= Beginning of Section =

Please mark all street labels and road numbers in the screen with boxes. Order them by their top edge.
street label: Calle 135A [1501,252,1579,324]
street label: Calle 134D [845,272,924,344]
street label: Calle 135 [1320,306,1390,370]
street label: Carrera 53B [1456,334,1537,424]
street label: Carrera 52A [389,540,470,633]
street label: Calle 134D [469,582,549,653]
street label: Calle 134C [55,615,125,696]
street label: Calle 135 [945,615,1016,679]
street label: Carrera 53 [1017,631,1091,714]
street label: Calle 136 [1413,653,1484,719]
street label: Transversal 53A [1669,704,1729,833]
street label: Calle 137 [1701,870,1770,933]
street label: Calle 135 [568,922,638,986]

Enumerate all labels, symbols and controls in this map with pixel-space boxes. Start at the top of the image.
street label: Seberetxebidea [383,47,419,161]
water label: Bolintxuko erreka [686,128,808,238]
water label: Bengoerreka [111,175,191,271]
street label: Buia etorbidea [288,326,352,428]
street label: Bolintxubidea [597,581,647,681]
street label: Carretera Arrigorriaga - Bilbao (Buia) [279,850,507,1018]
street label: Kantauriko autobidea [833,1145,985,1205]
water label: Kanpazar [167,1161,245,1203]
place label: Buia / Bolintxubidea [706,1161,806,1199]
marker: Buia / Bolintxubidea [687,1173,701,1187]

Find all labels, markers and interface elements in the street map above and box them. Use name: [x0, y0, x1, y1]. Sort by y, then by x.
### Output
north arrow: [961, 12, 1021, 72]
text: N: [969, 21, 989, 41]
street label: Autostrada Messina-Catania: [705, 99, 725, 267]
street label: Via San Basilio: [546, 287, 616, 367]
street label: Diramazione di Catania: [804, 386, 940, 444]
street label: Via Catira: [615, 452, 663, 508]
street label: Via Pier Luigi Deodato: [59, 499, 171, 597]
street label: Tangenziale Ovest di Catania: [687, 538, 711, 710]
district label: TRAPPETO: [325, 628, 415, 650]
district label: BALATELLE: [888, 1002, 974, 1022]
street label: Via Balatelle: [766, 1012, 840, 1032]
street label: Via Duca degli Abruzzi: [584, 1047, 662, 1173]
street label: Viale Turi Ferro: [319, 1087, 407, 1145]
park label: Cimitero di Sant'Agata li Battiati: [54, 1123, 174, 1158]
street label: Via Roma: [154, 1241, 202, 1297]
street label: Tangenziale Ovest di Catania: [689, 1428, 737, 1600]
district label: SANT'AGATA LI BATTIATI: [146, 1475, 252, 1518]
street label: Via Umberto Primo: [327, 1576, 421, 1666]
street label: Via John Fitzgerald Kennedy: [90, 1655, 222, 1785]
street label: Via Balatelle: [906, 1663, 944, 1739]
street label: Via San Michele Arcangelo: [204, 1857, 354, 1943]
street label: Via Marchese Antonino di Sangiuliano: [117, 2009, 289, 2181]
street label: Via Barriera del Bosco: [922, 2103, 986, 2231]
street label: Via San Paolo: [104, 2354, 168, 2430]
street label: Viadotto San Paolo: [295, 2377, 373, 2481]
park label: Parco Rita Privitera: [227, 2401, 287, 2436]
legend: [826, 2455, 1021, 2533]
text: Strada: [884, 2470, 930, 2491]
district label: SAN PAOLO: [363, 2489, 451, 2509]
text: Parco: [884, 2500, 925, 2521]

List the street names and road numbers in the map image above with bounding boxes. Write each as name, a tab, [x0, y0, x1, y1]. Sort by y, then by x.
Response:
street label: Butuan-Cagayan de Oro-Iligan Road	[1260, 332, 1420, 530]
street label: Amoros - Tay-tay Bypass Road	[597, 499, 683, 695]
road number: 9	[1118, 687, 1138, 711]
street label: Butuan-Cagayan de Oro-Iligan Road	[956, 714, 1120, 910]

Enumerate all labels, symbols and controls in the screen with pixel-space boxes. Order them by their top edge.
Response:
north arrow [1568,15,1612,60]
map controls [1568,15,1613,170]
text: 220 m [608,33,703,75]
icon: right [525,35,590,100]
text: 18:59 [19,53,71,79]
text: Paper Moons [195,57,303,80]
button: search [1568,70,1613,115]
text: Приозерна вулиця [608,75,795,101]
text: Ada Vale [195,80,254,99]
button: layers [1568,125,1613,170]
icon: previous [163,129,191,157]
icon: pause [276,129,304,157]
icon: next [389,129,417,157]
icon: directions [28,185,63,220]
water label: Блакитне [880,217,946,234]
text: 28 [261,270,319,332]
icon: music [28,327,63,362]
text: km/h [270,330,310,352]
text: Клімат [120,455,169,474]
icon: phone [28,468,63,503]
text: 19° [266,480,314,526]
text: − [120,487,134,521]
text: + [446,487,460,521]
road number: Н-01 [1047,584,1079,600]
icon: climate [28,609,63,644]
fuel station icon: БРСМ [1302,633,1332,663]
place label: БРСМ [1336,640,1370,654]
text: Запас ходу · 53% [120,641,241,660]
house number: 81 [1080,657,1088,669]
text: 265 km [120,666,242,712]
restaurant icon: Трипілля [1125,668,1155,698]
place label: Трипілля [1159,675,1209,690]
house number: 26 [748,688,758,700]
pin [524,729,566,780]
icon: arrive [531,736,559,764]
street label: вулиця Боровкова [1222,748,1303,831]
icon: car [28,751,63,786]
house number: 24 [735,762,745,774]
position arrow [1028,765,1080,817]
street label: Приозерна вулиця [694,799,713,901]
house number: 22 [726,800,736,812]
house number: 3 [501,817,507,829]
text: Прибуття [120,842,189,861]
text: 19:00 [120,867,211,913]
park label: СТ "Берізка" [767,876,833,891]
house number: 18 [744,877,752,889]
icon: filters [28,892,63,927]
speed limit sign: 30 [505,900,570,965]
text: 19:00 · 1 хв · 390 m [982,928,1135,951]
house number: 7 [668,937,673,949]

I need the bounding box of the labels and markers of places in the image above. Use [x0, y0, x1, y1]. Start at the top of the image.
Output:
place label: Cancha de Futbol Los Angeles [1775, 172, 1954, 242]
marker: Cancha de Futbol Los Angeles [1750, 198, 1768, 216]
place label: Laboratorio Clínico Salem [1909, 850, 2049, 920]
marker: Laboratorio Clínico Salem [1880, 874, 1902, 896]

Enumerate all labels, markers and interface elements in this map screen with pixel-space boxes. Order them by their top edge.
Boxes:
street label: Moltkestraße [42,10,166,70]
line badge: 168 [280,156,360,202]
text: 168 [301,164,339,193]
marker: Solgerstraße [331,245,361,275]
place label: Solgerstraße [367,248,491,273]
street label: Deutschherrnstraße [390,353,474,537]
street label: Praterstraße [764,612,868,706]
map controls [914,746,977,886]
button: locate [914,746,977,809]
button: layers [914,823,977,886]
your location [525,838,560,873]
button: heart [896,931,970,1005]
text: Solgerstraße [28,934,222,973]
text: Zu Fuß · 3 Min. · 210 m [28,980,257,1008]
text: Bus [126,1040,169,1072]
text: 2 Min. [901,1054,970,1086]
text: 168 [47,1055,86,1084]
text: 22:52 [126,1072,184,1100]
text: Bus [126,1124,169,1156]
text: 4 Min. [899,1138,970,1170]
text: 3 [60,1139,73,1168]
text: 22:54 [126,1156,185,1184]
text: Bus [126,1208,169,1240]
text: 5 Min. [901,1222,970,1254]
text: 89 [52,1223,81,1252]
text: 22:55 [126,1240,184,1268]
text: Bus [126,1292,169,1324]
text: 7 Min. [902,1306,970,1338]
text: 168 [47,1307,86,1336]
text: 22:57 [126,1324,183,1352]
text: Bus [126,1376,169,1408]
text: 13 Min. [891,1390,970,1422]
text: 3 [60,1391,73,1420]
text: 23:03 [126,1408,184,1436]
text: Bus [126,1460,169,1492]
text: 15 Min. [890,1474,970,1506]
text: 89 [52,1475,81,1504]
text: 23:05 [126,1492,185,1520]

= End of Section =

WHAT TO WORK ON: Your reply should consist of all the records, restated exactly.

TASK SOLUTION:
Please mark all street labels and road numbers in the screen with boxes. Order them by their top edge.
street label: Calle 135A [1501,252,1579,324]
street label: Calle 134D [845,272,924,344]
street label: Calle 135 [1320,306,1390,370]
street label: Carrera 53B [1456,334,1537,424]
street label: Carrera 52A [389,540,470,633]
street label: Calle 134D [469,582,549,653]
street label: Calle 134C [55,615,125,696]
street label: Calle 135 [945,615,1016,679]
street label: Carrera 53 [1017,631,1091,714]
street label: Calle 136 [1413,653,1484,719]
street label: Transversal 53A [1669,704,1729,833]
street label: Calle 137 [1701,870,1770,933]
street label: Calle 135 [568,922,638,986]

Enumerate all labels, symbols and controls in this map with pixel-space boxes. Start at the top of the image.
street label: Seberetxebidea [383,47,419,161]
water label: Bolintxuko erreka [686,128,808,238]
water label: Bengoerreka [111,175,191,271]
street label: Buia etorbidea [288,326,352,428]
street label: Bolintxubidea [597,581,647,681]
street label: Carretera Arrigorriaga - Bilbao (Buia) [279,850,507,1018]
street label: Kantauriko autobidea [833,1145,985,1205]
water label: Kanpazar [167,1161,245,1203]
place label: Buia / Bolintxubidea [706,1161,806,1199]
marker: Buia / Bolintxubidea [687,1173,701,1187]

Find all labels, markers and interface elements in the street map above and box them. Use name: [x0, y0, x1, y1]. Sort by y, then by x.
### Output
north arrow: [961, 12, 1021, 72]
text: N: [969, 21, 989, 41]
street label: Autostrada Messina-Catania: [705, 99, 725, 267]
street label: Via San Basilio: [546, 287, 616, 367]
street label: Diramazione di Catania: [804, 386, 940, 444]
street label: Via Catira: [615, 452, 663, 508]
street label: Via Pier Luigi Deodato: [59, 499, 171, 597]
street label: Tangenziale Ovest di Catania: [687, 538, 711, 710]
district label: TRAPPETO: [325, 628, 415, 650]
district label: BALATELLE: [888, 1002, 974, 1022]
street label: Via Balatelle: [766, 1012, 840, 1032]
street label: Via Duca degli Abruzzi: [584, 1047, 662, 1173]
street label: Viale Turi Ferro: [319, 1087, 407, 1145]
park label: Cimitero di Sant'Agata li Battiati: [54, 1123, 174, 1158]
street label: Via Roma: [154, 1241, 202, 1297]
street label: Tangenziale Ovest di Catania: [689, 1428, 737, 1600]
district label: SANT'AGATA LI BATTIATI: [146, 1475, 252, 1518]
street label: Via Umberto Primo: [327, 1576, 421, 1666]
street label: Via John Fitzgerald Kennedy: [90, 1655, 222, 1785]
street label: Via Balatelle: [906, 1663, 944, 1739]
street label: Via San Michele Arcangelo: [204, 1857, 354, 1943]
street label: Via Marchese Antonino di Sangiuliano: [117, 2009, 289, 2181]
street label: Via Barriera del Bosco: [922, 2103, 986, 2231]
street label: Via San Paolo: [104, 2354, 168, 2430]
street label: Viadotto San Paolo: [295, 2377, 373, 2481]
park label: Parco Rita Privitera: [227, 2401, 287, 2436]
legend: [826, 2455, 1021, 2533]
text: Strada: [884, 2470, 930, 2491]
district label: SAN PAOLO: [363, 2489, 451, 2509]
text: Parco: [884, 2500, 925, 2521]

List the street names and road numbers in the map image above with bounding boxes. Write each as name, a tab, [x0, y0, x1, y1]. Sort by y, then by x.
Response:
street label: Butuan-Cagayan de Oro-Iligan Road	[1260, 332, 1420, 530]
street label: Amoros - Tay-tay Bypass Road	[597, 499, 683, 695]
road number: 9	[1118, 687, 1138, 711]
street label: Butuan-Cagayan de Oro-Iligan Road	[956, 714, 1120, 910]

Enumerate all labels, symbols and controls in the screen with pixel-space boxes. Order them by their top edge.
Response:
north arrow [1568,15,1612,60]
map controls [1568,15,1613,170]
text: 220 m [608,33,703,75]
icon: right [525,35,590,100]
text: 18:59 [19,53,71,79]
text: Paper Moons [195,57,303,80]
button: search [1568,70,1613,115]
text: Приозерна вулиця [608,75,795,101]
text: Ada Vale [195,80,254,99]
button: layers [1568,125,1613,170]
icon: previous [163,129,191,157]
icon: pause [276,129,304,157]
icon: next [389,129,417,157]
icon: directions [28,185,63,220]
water label: Блакитне [880,217,946,234]
text: 28 [261,270,319,332]
icon: music [28,327,63,362]
text: km/h [270,330,310,352]
text: Клімат [120,455,169,474]
icon: phone [28,468,63,503]
text: 19° [266,480,314,526]
text: − [120,487,134,521]
text: + [446,487,460,521]
road number: Н-01 [1047,584,1079,600]
icon: climate [28,609,63,644]
fuel station icon: БРСМ [1302,633,1332,663]
place label: БРСМ [1336,640,1370,654]
text: Запас ходу · 53% [120,641,241,660]
house number: 81 [1080,657,1088,669]
text: 265 km [120,666,242,712]
restaurant icon: Трипілля [1125,668,1155,698]
place label: Трипілля [1159,675,1209,690]
house number: 26 [748,688,758,700]
pin [524,729,566,780]
icon: arrive [531,736,559,764]
street label: вулиця Боровкова [1222,748,1303,831]
icon: car [28,751,63,786]
house number: 24 [735,762,745,774]
position arrow [1028,765,1080,817]
street label: Приозерна вулиця [694,799,713,901]
house number: 22 [726,800,736,812]
house number: 3 [501,817,507,829]
text: Прибуття [120,842,189,861]
text: 19:00 [120,867,211,913]
park label: СТ "Берізка" [767,876,833,891]
house number: 18 [744,877,752,889]
icon: filters [28,892,63,927]
speed limit sign: 30 [505,900,570,965]
text: 19:00 · 1 хв · 390 m [982,928,1135,951]
house number: 7 [668,937,673,949]

I need the bounding box of the labels and markers of places in the image above. Use [x0, y0, x1, y1]. Start at the top of the image.
Output:
place label: Cancha de Futbol Los Angeles [1775, 172, 1954, 242]
marker: Cancha de Futbol Los Angeles [1750, 198, 1768, 216]
place label: Laboratorio Clínico Salem [1909, 850, 2049, 920]
marker: Laboratorio Clínico Salem [1880, 874, 1902, 896]

Enumerate all labels, markers and interface elements in this map screen with pixel-space boxes. Order them by their top edge.
Boxes:
street label: Moltkestraße [42,10,166,70]
line badge: 168 [280,156,360,202]
text: 168 [301,164,339,193]
marker: Solgerstraße [331,245,361,275]
place label: Solgerstraße [367,248,491,273]
street label: Deutschherrnstraße [390,353,474,537]
street label: Praterstraße [764,612,868,706]
map controls [914,746,977,886]
button: locate [914,746,977,809]
button: layers [914,823,977,886]
your location [525,838,560,873]
button: heart [896,931,970,1005]
text: Solgerstraße [28,934,222,973]
text: Zu Fuß · 3 Min. · 210 m [28,980,257,1008]
text: Bus [126,1040,169,1072]
text: 2 Min. [901,1054,970,1086]
text: 168 [47,1055,86,1084]
text: 22:52 [126,1072,184,1100]
text: Bus [126,1124,169,1156]
text: 4 Min. [899,1138,970,1170]
text: 3 [60,1139,73,1168]
text: 22:54 [126,1156,185,1184]
text: Bus [126,1208,169,1240]
text: 5 Min. [901,1222,970,1254]
text: 89 [52,1223,81,1252]
text: 22:55 [126,1240,184,1268]
text: Bus [126,1292,169,1324]
text: 7 Min. [902,1306,970,1338]
text: 168 [47,1307,86,1336]
text: 22:57 [126,1324,183,1352]
text: Bus [126,1376,169,1408]
text: 13 Min. [891,1390,970,1422]
text: 3 [60,1391,73,1420]
text: 23:03 [126,1408,184,1436]
text: Bus [126,1460,169,1492]
text: 15 Min. [890,1474,970,1506]
text: 89 [52,1475,81,1504]
text: 23:05 [126,1492,185,1520]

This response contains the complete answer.